%%

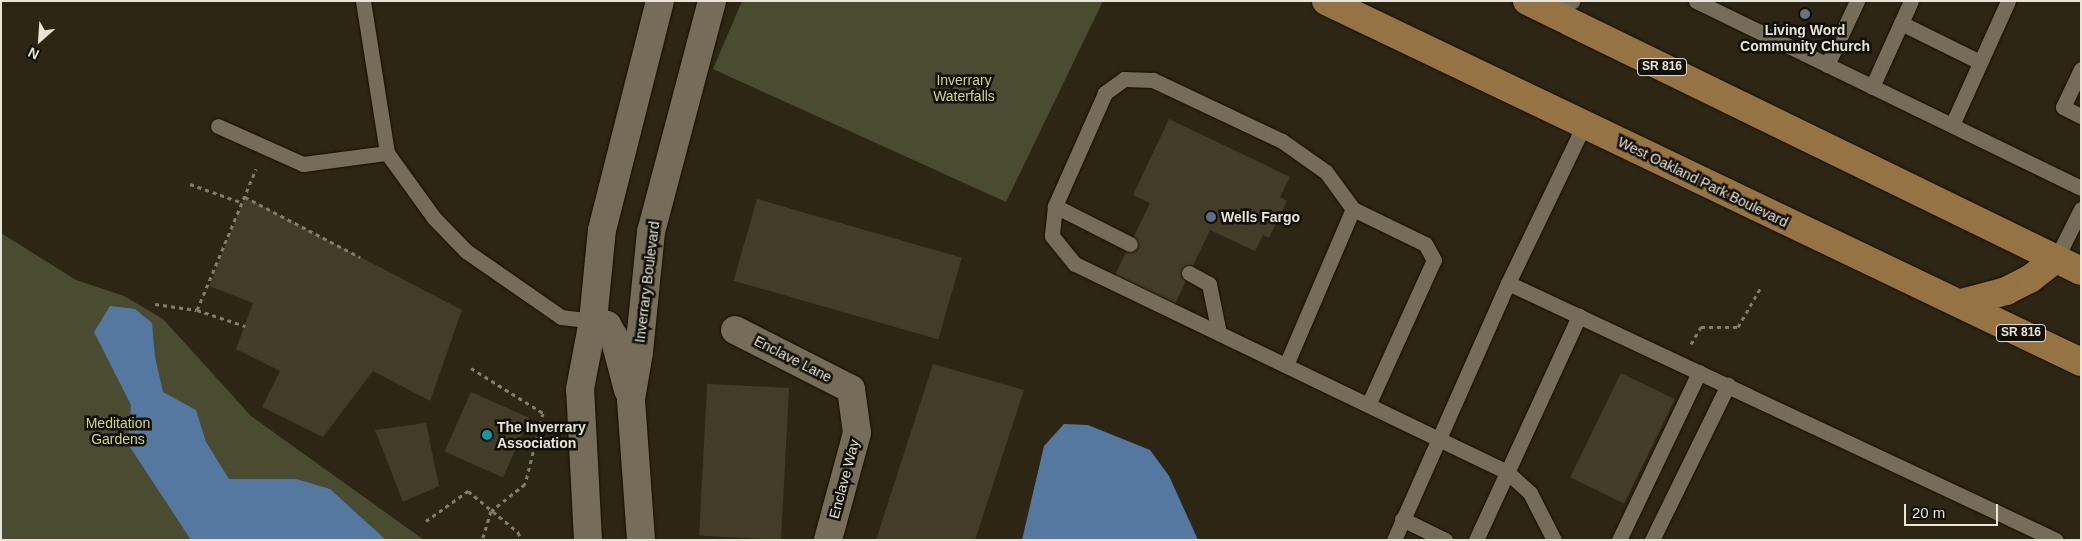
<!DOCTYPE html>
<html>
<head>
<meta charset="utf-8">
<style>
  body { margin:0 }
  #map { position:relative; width:2082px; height:541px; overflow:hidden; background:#2d2614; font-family:Helvetica,sans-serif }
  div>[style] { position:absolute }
  .green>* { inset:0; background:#494c30 }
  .water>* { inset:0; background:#5578a0 }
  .building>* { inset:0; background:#433c29; transform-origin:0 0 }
  .path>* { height:3px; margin-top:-1.5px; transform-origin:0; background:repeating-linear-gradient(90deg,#827c6d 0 4px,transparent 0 8px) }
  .roads { filter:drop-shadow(0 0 1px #150f01) drop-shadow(0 0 1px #150f01) }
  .service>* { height:15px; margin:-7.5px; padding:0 7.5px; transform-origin:7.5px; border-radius:7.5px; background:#756d59 }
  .minor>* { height:28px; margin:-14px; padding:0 14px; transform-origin:14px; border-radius:14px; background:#756d59 }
  .tertiary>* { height:28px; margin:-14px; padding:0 14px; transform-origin:14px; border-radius:14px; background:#756d59 }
  .primary>* { height:28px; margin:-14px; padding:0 14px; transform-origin:14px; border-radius:14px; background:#967343 }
  .dots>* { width:14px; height:14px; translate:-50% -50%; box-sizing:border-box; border:2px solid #120f08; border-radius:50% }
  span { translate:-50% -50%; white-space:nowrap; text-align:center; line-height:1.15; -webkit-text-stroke:5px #120f08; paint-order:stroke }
  .shield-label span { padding:1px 4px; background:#120f08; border:1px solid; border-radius:4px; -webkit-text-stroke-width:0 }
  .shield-label { font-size:12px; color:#e8e4d8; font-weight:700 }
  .poi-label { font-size:14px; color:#e8e4d8; font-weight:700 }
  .left { translate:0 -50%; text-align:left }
  .park-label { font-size:14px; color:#cdd786 }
  .street-label { font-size:14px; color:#e8e4d8 }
  .frame { position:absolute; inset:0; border:2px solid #e8e4d8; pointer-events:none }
  .north { position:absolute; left:15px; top:15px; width:50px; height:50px; -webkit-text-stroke:4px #120f08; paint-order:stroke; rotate:206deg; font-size:14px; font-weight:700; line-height:20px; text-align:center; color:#e8e4d8 }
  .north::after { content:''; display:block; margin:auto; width:18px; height:22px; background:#e8e4d8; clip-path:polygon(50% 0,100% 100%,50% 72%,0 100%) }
  .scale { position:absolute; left:1904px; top:504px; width:94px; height:22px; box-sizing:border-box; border:2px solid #e8e4d8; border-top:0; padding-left:6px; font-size:15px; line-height:18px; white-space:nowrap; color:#e8e4d8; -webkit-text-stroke:4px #120f08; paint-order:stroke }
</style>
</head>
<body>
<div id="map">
  <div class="green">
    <div style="clip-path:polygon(742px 1px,1103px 1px,1006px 202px,713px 69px)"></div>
    <div style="clip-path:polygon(1px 233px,76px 280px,124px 296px,163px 319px,251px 416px,424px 540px,1px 540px)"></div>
  </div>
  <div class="water">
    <div style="clip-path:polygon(110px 306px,135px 309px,152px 323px,155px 357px,163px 392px,196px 410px,206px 442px,229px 479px,296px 479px,330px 489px,386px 540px,191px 540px,128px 444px,131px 405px,94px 332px)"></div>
    <div style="clip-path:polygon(1064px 424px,1088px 425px,1150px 450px,1169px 476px,1198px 540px,1022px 540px,1044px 446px)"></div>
  </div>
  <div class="building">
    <div style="clip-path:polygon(1169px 119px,1290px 177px,1280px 197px,1287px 201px,1269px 238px,1263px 235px,1255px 251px,1210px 230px,1175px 304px,1115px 275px,1150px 203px,1133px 195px)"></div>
    <div style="clip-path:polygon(245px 197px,462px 310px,430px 401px,373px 371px,323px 437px,262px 407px,280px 371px,236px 349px,253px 303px,209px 286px)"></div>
    <div style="left:757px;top:199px;width:213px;height:85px;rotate:16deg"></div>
    <div style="clip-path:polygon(933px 364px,1024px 390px,975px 540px,876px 540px)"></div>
    <div style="left:1621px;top:373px;width:60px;height:116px;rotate:26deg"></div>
    <div style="left:789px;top:388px;width:152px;height:82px;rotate:93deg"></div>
    <div style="left:471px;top:392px;width:64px;height:65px;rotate:24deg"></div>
    <div style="clip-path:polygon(426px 423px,439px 486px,403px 502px,375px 430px)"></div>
  </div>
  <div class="path">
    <div style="left:190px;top:184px;width:56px;rotate:19.7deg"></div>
    <div style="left:245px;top:197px;width:130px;rotate:27.6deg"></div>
    <div style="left:155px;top:304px;width:42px;rotate:8.1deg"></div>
    <div style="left:197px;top:310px;width:51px;rotate:18.4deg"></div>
    <div style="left:197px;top:310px;width:153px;rotate:-67.3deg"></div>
    <div style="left:1691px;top:344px;width:20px;rotate:-60deg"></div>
    <div style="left:1701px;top:327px;width:37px"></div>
    <div style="left:1738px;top:327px;width:46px;rotate:-60.1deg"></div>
    <div style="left:471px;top:368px;width:85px;rotate:32deg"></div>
    <div style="left:543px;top:413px;width:73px;rotate:104.2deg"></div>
    <div style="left:525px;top:484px;width:43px;rotate:141.5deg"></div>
    <div style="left:491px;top:511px;width:30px;rotate:107deg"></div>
    <div style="left:426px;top:521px;width:52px;rotate:-35.5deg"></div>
    <div style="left:468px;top:491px;width:65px;rotate:39.4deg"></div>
    <div style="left:518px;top:532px;width:9px;rotate:69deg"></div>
  </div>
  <div class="roads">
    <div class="service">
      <div style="left:363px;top:1px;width:154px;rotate:81deg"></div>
      <div style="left:387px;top:153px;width:80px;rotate:54.1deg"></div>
      <div style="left:434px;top:218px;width:46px;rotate:45.9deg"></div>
      <div style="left:466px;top:251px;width:116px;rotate:34.8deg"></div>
      <div style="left:561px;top:317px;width:32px;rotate:7deg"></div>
      <div style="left:1696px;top:1px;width:428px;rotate:25.9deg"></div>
      <div style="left:1549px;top:12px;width:26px;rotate:-25deg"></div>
      <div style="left:1901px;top:23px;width:88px;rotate:26.3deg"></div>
      <div style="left:1827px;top:65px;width:71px;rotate:-64.9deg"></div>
      <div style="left:2081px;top:69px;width:42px;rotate:115.3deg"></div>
      <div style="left:2063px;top:107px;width:20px;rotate:27deg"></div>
      <div style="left:1872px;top:87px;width:94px;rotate:-65.6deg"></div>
      <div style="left:1952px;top:125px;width:136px;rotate:-65.7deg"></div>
      <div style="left:218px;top:126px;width:93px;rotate:24.1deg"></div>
      <div style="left:303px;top:164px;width:85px;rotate:-7.5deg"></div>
      <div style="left:1055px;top:206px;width:84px;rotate:26.9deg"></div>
      <div style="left:2056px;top:259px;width:56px;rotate:-63.4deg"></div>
      <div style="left:1189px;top:273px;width:23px;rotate:29deg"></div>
      <div style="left:1209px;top:284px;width:50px;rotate:78.5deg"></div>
      <div style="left:1508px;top:283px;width:605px;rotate:25.13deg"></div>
      <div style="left:1286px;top:365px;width:170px;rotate:-66.8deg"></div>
      <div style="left:1369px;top:403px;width:157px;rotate:-65.6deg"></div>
      <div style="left:1434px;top:260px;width:18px;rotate:-119deg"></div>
      <div style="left:1425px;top:244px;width:80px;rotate:-154.1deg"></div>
      <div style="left:1353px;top:209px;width:46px;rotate:-126.1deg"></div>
      <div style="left:1326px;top:172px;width:54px;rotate:-144.8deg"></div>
      <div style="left:1282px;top:141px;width:143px;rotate:-154.7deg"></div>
      <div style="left:1153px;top:80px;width:29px;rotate:-178deg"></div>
      <div style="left:1124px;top:79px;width:24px;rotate:144deg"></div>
      <div style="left:1105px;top:93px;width:124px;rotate:113.9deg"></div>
      <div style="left:1055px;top:206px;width:30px;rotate:96deg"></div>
      <div style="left:1052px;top:236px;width:36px;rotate:51deg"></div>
      <div style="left:1075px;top:264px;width:479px;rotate:25.7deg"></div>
      <div style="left:1507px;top:472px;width:31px;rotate:42deg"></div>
      <div style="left:1530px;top:493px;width:53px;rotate:62.9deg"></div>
      <div style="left:1402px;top:519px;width:48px;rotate:26deg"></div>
      <div style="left:1394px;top:540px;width:281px;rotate:-66.1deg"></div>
      <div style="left:1508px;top:283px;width:175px;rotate:-64.3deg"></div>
      <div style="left:1476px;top:540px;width:247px;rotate:-65.3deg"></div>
      <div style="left:1619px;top:540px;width:186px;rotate:-64.5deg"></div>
      <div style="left:1652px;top:540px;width:173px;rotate:-63.9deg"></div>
    </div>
    <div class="minor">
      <div style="left:735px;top:330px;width:130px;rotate:27deg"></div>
      <div style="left:851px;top:389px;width:44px;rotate:82.2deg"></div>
      <div style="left:857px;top:433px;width:111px;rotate:105.2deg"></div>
    </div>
    <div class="tertiary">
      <div style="left:593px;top:321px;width:15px;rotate:16deg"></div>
      <div style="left:607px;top:325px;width:14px;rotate:60deg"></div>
      <div style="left:614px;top:337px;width:55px;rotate:75.2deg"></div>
      <div style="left:588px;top:540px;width:151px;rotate:-93deg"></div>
      <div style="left:580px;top:389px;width:69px;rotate:-79.2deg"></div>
      <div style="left:593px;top:321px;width:91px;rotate:-84.4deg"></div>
      <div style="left:602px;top:230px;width:236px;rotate:-75.8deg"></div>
      <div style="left:641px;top:540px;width:141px;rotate:-94.1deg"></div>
      <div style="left:631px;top:399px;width:48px;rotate:-80.3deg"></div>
      <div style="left:639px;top:352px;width:121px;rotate:-84.3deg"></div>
      <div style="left:651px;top:232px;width:239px;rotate:-75.2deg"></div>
    </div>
    <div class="primary">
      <div style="left:1326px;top:1px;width:837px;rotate:25.55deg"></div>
      <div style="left:1527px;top:1px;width:616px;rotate:25.98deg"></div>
      <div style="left:1961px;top:303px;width:47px;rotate:-14.9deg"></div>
      <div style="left:2006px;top:291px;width:27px;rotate:-27deg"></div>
      <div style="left:2030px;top:279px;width:33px;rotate:-38deg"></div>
    </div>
  </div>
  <div class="dots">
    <div style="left:1805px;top:14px;background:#6b7280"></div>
    <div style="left:1211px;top:217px;background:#5c6f8a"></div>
    <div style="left:487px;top:435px;background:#0f9aa8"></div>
  </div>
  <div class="shield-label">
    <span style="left:1662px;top:67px">SR 816</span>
    <span style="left:2021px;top:333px">SR 816</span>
  </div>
  <div class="poi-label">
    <span style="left:1805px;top:38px">Living Word<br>Community Church</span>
    <span class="left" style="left:1221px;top:217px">Wells Fargo</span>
    <span class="left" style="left:497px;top:435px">The Inverrary<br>Association</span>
  </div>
  <div class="park-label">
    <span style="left:964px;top:88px">Inverrary<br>Waterfalls</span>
    <span style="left:118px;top:431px">Meditation<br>Gardens</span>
  </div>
  <div class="street-label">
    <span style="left:1703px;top:182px;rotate:26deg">West Oakland Park Boulevard</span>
    <span style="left:647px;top:282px;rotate:-83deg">Inverrary Boulevard</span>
    <span style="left:793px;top:359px;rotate:27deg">Enclave Lane</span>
    <span style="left:844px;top:479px;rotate:-75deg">Enclave Way</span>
  </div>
  <div class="frame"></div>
  <div class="north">N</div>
  <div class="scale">20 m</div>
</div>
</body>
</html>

%%

__Exercise__
Beginning with the line containing "height:15px; margin:-7.5px; padding:0" and ending with the line containing "padding:1px 4px; background:#120f08;", extract those lines exactly from the listing above, and only those.

__Final answer__
  .service>* { height:15px; margin:-7.5px; padding:0 7.5px; transform-origin:7.5px; border-radius:7.5px; background:#756d59 }
  .minor>* { height:28px; margin:-14px; padding:0 14px; transform-origin:14px; border-radius:14px; background:#756d59 }
  .tertiary>* { height:28px; margin:-14px; padding:0 14px; transform-origin:14px; border-radius:14px; background:#756d59 }
  .primary>* { height:28px; margin:-14px; padding:0 14px; transform-origin:14px; border-radius:14px; background:#967343 }
  .dots>* { width:14px; height:14px; translate:-50% -50%; box-sizing:border-box; border:2px solid #120f08; border-radius:50% }
  span { translate:-50% -50%; white-space:nowrap; text-align:center; line-height:1.15; -webkit-text-stroke:5px #120f08; paint-order:stroke }
  .shield-label span { padding:1px 4px; background:#120f08; border:1px solid; border-radius:4px; -webkit-text-stroke-width:0 }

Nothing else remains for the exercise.